More about Miller & Shellabarger
The team’s artist bio says that the Chicago-based couple began working together as artists more than 17 years ago. They “explore the dynamics of love and loss through performance pieces that emphasize the artistic process as a metaphor for the cycles of life and death, of connection and separation.” Many of their pieces explore the idea of identity (such as individual identity in a relationship). And some pieces, including their crochet pieces, make a statement about gender and sexuality in today’s society.
Awards and Recognition
Also from the bio:
“Miller & Shellabarger are a 2009 recipient of the Peter S. Reed Foundation Grant, 2008 recipient of an Artadia Award, and a 2007 recipient of a Louis Comfort Tiffany Foundation award. Their work is in the collections of the Nerman Museum of Contemporary Art and the National Gallery of Canada in Ontario. In 2010 they showed a major selection of work at the Institute of Contemporary Art, Portland, Maine, participated in the Time-Based Arts (TBA) festival in Portland, Oregon and will have a solo exhibition in 2011 at the Illinois State University Galleries in Normal, Illinois. Their work has been written about in Artforum.com, Art & Auction, Frieze, Artnet, The Art Newspaper, Flash Art, TimeOut Chicago, and the Chicago Sun-Times.”
Miller & Shellabarger’s crochet work
Crochet artists often touch upon gender identity issues with their work. The medium lends itself well to this because of the fact that it is stereotypically (and widely) considered to be a feminine domestic art. When paired with more masculine items, a statement is made on gender. In the work of Miller & Shellabarger the sheer fact that two very masculine-looking men are crocheting in a public space makes a statement about gender and identity. Their crochet pieces don’t intentionally address the issue of homosexuality but the nature of their relationship makes it an underlying factor that sometimes affects how people perceive their work.
Untitled (The Pink Tube) – a performance art piece in which the two sit together and crochet an endless pink crochet tube, each working from the opposite end as the other. Learn more about this multi-year ongoing art piece.
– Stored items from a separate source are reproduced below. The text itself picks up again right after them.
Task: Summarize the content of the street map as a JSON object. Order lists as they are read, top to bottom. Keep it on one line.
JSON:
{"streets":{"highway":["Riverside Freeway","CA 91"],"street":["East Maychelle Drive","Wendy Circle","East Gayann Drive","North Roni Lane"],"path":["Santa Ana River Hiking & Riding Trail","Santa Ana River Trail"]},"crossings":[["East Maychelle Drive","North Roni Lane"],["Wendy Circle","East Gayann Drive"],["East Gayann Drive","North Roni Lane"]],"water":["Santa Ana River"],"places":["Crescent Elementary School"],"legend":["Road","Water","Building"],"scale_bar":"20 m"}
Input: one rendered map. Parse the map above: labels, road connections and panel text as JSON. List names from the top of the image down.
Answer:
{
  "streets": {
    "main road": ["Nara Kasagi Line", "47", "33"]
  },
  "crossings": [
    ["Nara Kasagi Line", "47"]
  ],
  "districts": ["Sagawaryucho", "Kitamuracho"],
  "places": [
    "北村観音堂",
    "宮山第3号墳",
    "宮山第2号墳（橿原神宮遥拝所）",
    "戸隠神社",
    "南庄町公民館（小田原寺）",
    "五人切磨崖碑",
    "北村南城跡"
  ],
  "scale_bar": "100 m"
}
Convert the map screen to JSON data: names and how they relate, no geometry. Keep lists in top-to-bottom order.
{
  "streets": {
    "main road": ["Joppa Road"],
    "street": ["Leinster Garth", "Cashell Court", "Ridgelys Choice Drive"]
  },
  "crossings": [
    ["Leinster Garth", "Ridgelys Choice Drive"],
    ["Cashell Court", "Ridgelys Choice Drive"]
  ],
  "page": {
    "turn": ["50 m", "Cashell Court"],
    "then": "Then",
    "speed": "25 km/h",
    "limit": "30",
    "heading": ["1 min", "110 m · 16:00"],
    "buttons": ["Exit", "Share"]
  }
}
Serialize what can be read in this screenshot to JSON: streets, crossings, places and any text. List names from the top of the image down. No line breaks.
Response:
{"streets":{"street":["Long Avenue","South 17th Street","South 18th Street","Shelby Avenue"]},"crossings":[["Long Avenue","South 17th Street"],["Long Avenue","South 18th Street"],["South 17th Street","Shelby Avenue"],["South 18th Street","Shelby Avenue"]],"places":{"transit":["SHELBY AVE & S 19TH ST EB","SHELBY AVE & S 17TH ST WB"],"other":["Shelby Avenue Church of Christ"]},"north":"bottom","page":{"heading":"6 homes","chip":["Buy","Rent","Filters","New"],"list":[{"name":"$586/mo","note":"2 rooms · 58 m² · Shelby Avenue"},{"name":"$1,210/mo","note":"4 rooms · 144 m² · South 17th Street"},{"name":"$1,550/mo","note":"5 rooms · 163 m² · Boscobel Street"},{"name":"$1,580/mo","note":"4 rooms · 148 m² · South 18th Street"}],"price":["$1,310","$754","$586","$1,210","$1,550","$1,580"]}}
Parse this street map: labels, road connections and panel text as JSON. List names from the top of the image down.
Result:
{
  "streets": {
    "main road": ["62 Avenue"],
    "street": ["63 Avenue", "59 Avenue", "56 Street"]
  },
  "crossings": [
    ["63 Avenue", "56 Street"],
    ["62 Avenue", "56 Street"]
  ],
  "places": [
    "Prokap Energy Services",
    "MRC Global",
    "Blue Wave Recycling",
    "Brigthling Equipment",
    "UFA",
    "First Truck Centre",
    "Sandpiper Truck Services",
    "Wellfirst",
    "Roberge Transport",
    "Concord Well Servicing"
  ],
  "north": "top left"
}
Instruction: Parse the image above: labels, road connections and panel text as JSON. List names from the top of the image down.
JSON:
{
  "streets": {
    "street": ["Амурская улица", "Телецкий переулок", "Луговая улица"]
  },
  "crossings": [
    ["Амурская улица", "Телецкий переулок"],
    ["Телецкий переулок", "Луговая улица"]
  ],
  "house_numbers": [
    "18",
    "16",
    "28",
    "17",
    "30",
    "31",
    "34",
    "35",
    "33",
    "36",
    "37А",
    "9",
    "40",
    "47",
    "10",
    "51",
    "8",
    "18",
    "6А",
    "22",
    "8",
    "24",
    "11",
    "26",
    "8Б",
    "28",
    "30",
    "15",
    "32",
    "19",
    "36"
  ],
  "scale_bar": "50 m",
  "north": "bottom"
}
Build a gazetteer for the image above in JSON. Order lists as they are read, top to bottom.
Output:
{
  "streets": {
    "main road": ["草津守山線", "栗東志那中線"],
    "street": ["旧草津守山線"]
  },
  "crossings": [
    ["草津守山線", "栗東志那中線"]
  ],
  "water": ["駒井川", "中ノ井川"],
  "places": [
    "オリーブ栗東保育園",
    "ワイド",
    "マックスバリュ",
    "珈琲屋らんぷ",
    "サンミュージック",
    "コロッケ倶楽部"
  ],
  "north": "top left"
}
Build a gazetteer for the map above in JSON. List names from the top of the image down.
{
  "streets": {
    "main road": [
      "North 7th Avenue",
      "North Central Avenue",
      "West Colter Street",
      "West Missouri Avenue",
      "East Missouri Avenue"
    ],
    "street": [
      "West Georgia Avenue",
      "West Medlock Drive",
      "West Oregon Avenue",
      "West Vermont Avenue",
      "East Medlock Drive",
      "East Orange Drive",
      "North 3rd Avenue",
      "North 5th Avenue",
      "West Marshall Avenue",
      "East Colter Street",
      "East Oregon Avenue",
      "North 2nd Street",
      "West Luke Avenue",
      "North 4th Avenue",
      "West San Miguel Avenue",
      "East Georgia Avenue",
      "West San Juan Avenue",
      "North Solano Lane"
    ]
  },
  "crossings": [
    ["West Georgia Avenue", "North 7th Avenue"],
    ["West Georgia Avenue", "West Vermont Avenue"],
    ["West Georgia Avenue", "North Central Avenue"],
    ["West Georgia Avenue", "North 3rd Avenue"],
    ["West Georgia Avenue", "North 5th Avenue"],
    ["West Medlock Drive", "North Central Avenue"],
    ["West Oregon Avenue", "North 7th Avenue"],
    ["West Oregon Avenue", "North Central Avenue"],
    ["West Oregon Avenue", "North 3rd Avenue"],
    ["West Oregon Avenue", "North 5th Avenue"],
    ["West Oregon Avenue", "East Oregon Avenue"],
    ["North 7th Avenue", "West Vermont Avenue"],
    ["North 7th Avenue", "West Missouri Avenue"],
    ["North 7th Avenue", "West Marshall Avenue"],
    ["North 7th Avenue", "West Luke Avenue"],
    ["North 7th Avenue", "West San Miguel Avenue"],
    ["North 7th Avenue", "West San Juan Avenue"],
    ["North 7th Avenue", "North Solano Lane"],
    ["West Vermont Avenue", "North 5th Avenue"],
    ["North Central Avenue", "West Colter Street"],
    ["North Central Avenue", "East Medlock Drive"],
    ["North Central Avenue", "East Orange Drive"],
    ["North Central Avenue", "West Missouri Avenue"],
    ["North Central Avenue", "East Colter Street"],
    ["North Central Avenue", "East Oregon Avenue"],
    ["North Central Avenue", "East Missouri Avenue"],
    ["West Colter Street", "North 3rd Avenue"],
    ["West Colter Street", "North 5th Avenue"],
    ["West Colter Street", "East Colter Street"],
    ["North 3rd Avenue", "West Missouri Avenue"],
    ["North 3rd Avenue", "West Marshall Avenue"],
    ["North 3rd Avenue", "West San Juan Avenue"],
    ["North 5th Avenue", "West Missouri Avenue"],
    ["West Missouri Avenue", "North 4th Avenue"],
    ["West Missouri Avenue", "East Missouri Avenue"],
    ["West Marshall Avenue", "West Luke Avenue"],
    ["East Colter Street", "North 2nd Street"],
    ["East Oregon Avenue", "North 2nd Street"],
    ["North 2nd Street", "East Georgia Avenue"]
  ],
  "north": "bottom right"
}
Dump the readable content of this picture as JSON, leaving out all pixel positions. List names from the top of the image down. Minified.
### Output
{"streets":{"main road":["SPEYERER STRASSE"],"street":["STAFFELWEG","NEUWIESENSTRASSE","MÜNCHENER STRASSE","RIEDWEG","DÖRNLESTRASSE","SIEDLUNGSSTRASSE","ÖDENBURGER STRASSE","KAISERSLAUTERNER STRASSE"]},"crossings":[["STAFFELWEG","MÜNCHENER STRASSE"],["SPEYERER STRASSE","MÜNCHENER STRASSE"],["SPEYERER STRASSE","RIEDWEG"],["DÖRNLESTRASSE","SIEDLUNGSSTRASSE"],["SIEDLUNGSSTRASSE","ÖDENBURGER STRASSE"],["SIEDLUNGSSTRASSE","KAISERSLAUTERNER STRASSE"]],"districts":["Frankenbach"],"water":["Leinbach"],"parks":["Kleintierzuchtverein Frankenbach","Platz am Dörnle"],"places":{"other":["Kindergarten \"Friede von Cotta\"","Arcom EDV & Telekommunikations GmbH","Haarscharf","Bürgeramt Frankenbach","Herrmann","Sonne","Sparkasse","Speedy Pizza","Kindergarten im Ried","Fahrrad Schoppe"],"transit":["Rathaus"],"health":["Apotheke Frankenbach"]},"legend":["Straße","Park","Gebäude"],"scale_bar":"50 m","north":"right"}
Examples of their other work
The two artists work together in a variety of mediums. They also each maintain their own individual art practices. Some of their other shared pieces that I really like include:
Examples of their individual work include:
What do you think of these working artists?



























[...] Miller & Shellabarger. Male couple that crochets together in installation/performance pieces. [...]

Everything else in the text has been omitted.